Flüchtlinge: Wo werden sie im Winter wohnen?

Die meisten Zelte für Flüchtlinge kann man nicht heizen, Container sind auf Monate nicht lieferbar.

Es braucht den Willen, gemeinsam neue Wege zu gehen. So beschrieb Merkel ihren Lösungsansatz in der Flüchtlingsthematik nach ihrem Besuch in Heidenau. Dass diese neuen Wege nötig sind, zeigten die letzten Monate: Die hohe Zahl an Flüchtlingen überstieg vielerorts die Kapazitäten der Erstaufnahmezentren, Städte wie München oder Dresden haben mit behelfsmäßigen Zeltstädten nachgeholfen. Innenminister Thomas de Maizière sprach von 800.000 Flüchtlingen in diesem Jahr – sie alle benötigen einen Platz zum Schlafen, Nahrung und Kleidung.
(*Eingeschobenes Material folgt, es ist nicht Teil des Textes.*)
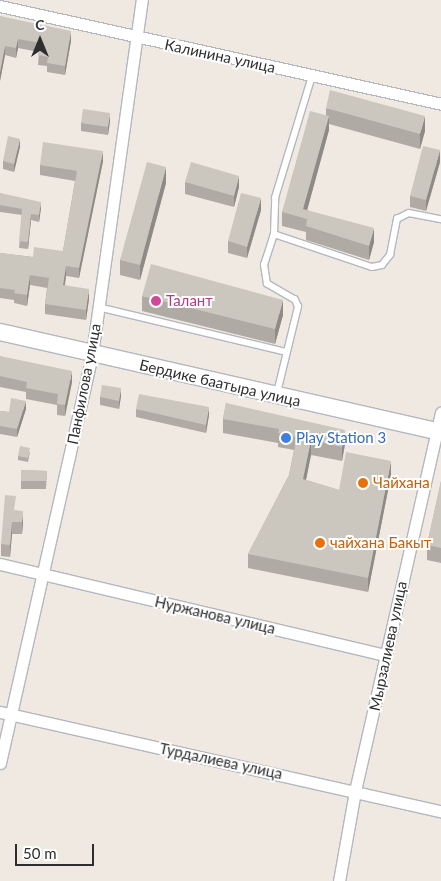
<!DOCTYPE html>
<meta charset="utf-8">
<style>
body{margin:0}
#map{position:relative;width:441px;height:881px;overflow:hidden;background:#efe9e1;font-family:Lato,sans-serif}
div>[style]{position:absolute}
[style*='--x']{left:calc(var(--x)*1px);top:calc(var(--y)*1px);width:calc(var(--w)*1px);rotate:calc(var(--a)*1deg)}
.roads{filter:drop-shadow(1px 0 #b4b7c1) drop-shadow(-1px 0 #b4b7c1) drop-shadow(0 1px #b4b7c1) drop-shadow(0 -1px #b4b7c1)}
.lane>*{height:5.5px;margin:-2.75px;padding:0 2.75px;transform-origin:2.75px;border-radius:2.75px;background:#fff}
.street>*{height:11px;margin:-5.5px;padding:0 5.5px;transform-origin:5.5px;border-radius:5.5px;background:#fff}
.secondary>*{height:16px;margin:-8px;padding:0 8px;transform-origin:8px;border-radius:8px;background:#fff}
.wall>*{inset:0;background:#afaba4}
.shaded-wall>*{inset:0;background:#8e8b86}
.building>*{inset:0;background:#cbc7bf}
.dots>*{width:14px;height:14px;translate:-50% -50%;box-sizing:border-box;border:2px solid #fff;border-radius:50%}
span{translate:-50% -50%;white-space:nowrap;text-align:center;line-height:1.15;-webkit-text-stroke:4px #fff;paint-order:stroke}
.street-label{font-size:15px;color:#2e2e2e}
.hotel-label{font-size:15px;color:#b23c85}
.left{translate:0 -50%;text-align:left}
.shop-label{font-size:15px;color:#366cbe}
.food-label{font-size:15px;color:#c56008}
.north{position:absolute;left:15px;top:15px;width:50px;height:50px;-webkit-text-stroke:4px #fff;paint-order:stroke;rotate:0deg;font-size:14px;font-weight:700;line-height:20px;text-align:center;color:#2e2e2e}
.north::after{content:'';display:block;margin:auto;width:18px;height:22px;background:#2e2e2e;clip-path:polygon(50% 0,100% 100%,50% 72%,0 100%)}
.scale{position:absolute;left:15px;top:844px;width:79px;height:22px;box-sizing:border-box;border:2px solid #2e2e2e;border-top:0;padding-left:6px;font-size:15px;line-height:18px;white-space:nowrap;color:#2e2e2e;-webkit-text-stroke:4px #fff;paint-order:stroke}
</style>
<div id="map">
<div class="roads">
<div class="lane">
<i style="--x:274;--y:234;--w:103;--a:18.6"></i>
<i style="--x:372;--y:267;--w:10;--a:-11"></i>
<i style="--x:382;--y:265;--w:13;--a:-51"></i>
<i style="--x:390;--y:255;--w:37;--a:-79"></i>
<i style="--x:397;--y:219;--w:13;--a:-27"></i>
<i style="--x:409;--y:213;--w:33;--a:11"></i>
<i style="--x:98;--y:307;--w:194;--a:13.4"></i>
<i style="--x:277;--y:393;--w:89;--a:-76.3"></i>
<i style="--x:298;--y:307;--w:8;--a:-113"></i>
<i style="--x:295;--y:300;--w:32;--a:-150"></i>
<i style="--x:267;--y:284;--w:19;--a:-99"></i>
<i style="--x:264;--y:265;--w:33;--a:-72"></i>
<i style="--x:274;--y:234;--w:36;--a:-88"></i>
<i style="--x:275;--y:198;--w:127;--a:-73.1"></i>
</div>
<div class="street">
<i style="--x:0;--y:6;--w:452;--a:12.5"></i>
<i style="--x:0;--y:564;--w:396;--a:13.3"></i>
<i style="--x:0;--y:712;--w:452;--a:12.7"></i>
<i style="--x:0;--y:763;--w:419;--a:-77.3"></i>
<i style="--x:92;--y:354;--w:358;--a:-82"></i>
<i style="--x:339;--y:881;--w:91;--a:-79.9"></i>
<i style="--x:355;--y:791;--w:388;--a:-77.2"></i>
</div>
<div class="secondary">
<i style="--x:0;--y:332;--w:452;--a:12.8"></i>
</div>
</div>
<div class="wall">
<i style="clip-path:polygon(0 16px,71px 41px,65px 75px,47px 72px,47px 66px,38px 65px,39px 52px,18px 48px,16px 58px,5px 55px,0 81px)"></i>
<i style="clip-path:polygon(326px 108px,425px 131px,420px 149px,329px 124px,329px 130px,307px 210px,374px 242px,369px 260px,306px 240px,306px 232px,282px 226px,282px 212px,326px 115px)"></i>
<i style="clip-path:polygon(110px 121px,108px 135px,81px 131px,81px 123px)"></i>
<i style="clip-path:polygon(20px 147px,14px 172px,3px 169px,3px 161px)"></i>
<i style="clip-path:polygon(103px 161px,79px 278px,66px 276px,65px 285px,89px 299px,86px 320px,45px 314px,45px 304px,47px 288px,30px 285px,27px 306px,14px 303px,14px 300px,0 298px,0 253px,33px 257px,63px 251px,75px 181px,40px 175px,40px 165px)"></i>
<i style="clip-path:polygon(440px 162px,426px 211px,410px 207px,410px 196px)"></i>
<i style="clip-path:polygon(185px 182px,239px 187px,234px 207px,185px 194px)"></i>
<i style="clip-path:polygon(166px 183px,140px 280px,120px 275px,120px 260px)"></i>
<i style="clip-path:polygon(0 193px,41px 208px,39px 222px,31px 220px,28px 249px,19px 248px,22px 215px,0 212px)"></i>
<i style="clip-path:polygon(261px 210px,247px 258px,228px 253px,228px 241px)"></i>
<i style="clip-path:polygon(142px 296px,283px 315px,275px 344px,142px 311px)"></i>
<i style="clip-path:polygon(0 356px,72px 382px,65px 416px,57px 415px,57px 405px,26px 399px,26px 392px,0 387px)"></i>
<i style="clip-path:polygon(121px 396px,119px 409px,100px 405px,100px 397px)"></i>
<i style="clip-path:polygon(226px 403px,345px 444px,342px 461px,311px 455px,306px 480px,339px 490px,391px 475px,368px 592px,248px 568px,248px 554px,289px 475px,294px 450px,278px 447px,278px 443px,223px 433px,223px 419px)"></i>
<i style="clip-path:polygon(26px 409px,17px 437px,0 434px,0 411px,9px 412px)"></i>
<i style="clip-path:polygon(136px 409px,209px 415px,206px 433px,136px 417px)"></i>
<i style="clip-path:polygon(30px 452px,28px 462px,18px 460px,18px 456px)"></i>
<i style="clip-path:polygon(21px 470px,47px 471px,46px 489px,21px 489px)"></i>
<i style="clip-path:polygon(441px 481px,441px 563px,427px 560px,427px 545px)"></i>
<i style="clip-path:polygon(15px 510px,23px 522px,22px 534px,12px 534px,10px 557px,1px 556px,1px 544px)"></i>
</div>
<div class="shaded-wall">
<i style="clip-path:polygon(71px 31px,71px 41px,65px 75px,65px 66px)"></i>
<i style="clip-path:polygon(18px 39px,18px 48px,16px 58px,16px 48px)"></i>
<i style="clip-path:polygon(5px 46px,5px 55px,0 81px,0 72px)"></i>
<i style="clip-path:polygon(110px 113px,110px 121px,108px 135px,108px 127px)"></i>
<i style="clip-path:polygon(329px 116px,329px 130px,305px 218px,303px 209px)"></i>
<i style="clip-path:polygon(425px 116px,425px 131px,420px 149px,420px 134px)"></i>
<i style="clip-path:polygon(20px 139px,20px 147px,14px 172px,14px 164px)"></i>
<i style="clip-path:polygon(440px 150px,440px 162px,426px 211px,426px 200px)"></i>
<i style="clip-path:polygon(103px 151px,103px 161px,79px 278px,79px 268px)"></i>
<i style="clip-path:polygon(166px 167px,166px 183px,140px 280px,140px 265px)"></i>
<i style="clip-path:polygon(239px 176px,239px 187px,234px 207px,234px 196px)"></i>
<i style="clip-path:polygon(261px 198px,261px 210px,247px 258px,247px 247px)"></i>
<i style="clip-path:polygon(41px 202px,41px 208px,39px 222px,39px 215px)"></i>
<i style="clip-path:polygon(31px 214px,31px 220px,28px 249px,28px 242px)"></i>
<i style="clip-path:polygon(374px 228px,374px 242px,369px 260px,369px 246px)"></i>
<i style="clip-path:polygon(66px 266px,66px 276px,63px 295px,63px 285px)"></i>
<i style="clip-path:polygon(30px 275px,30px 285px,27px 306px,27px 295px)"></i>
<i style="clip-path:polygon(89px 289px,89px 299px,86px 320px,86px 310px)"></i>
<i style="clip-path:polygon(283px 300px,283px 315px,275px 344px,275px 329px)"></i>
<i style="clip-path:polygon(72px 371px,72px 382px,65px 416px,65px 405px)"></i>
<i style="clip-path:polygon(121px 388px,121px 396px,119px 409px,119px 401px)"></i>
<i style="clip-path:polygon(26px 401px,26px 409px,17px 437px,17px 429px)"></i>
<i style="clip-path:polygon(209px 407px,209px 415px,206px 433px,206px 425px)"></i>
<i style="clip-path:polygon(345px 430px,345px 444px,342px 461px,342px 447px)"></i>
<i style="clip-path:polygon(311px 440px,311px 455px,303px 494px,303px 479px)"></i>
<i style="clip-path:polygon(391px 461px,391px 475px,368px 592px,368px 578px)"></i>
<i style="clip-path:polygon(23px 511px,23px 522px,22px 534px,22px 522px)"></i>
<i style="clip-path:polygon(12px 522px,12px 534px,10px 557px,10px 545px)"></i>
</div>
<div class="building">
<i style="clip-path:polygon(0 16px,71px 31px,65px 66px,47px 63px,48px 57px,38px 55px,40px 43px,18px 39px,16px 48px,5px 46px,0 72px)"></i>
<i style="clip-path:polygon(330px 90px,425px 116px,420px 134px,326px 108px)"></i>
<i style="clip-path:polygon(83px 109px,110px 113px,108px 127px,81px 123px)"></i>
<i style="clip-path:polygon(310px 111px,329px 116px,303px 209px,374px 228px,369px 246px,306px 226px,307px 219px,282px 212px)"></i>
<i style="clip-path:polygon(8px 136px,20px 139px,14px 164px,3px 161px)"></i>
<i style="clip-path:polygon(43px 142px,103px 151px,79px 268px,66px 266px,63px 285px,89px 289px,86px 310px,45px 304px,49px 278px,30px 275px,27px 295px,14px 293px,15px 290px,0 288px,0 253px,33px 257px,34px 247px,63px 251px,77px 171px,40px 165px)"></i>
<i style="clip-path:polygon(423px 146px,440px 150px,426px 200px,410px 196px)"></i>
<i style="clip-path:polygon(147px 162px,166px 167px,140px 265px,120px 260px)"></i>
<i style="clip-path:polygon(191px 162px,239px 176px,234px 196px,185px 182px)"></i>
<i style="clip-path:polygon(0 193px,41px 202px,39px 215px,31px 214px,28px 242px,19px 241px,22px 209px,0 205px)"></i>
<i style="clip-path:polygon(241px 193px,261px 198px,247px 247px,228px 241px)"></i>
<i style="clip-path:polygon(151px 264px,283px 300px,275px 329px,142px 296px)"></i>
<i style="clip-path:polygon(0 356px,72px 371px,65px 405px,57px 404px,58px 394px,26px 388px,27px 382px,0 376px)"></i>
<i style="clip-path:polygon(102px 385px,121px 388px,119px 401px,100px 397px)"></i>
<i style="clip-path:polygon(139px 394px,209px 407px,206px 425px,136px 409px)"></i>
<i style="clip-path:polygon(11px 398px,26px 401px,17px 429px,0 426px,0 411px,9px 412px)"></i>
<i style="clip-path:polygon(226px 403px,345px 430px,342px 447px,311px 440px,303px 479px,339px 490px,346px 452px,391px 461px,368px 578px,248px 554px,289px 475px,297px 437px,278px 433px,279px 429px,223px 419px)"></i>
<i style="clip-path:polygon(20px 446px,30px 448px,28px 458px,18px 456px)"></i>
<i style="clip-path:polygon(21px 470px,47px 471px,46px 481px,21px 481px)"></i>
<i style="clip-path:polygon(441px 481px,441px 548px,427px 545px)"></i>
<i style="clip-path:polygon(5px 495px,16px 496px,14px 510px,23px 511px,22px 522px,12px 522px,10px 545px,1px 544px)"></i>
</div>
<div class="dots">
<i style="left:156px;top:301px;background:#d1479c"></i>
<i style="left:286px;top:438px;background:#3f7fe0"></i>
<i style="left:363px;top:483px;background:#e8710a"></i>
<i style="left:320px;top:543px;background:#e8710a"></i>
</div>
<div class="street-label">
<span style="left:220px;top:56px;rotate:12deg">Калинина улица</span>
<span style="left:220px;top:383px;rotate:13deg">Бердике баатыра улица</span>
<span style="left:84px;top:384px;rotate:-79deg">Панфилова улица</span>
<span style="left:215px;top:615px;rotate:13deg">Нуржанова улица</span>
<span style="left:388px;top:646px;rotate:-78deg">Мырзалиева улица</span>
<span style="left:221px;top:761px;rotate:12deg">Турдалиева улица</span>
</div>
<div class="hotel-label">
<span class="left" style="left:166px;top:301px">Талант</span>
</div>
<div class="shop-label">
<span class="left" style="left:296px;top:438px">Play Station 3</span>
</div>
<div class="food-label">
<span class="left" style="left:373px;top:483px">Чайхана</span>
<span class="left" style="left:330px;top:543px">чайхана Бакыт</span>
</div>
<div class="north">С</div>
<div class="scale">50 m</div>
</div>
Die Zelte sind nicht winterfest

Dabei stoßen die zuständigen Behörden bei den Unterkünften an ihre Grenzen. Berlin zum Beispiel hat zuletzt ein Zeltdorf für 710 Personen auf dem Gelände der Schmidt-Knobelsdorf-Kaserne in Spandau errichtet – doch winterfest sind die Zelte nicht. Vor demselben Problem steht auch die Landesdirektion Sachsen: Die zum Teil als Erstaufnahmeunterbringungen verwendeten Zelte seien auch dort nicht für den Winter geeignet, heißt es auf Anfrage. Die Zelte seien nur bis zu einer Temperatur von null Grad Celsius verwendbar. Dennoch schließt der Sprecher des Brandenburgischen Innenministeriums, Ingo Decker, nicht aus, dass Flüchtlinge auch im Winter in Zelten untergebracht werden könnten. „Angesichts der Zahlen bleibt kaum eine andere Möglichkeit“, sagte er dem RBB. Das sei aber immerhin besser, als die Flüchtlinge sich selbst zu überlassen.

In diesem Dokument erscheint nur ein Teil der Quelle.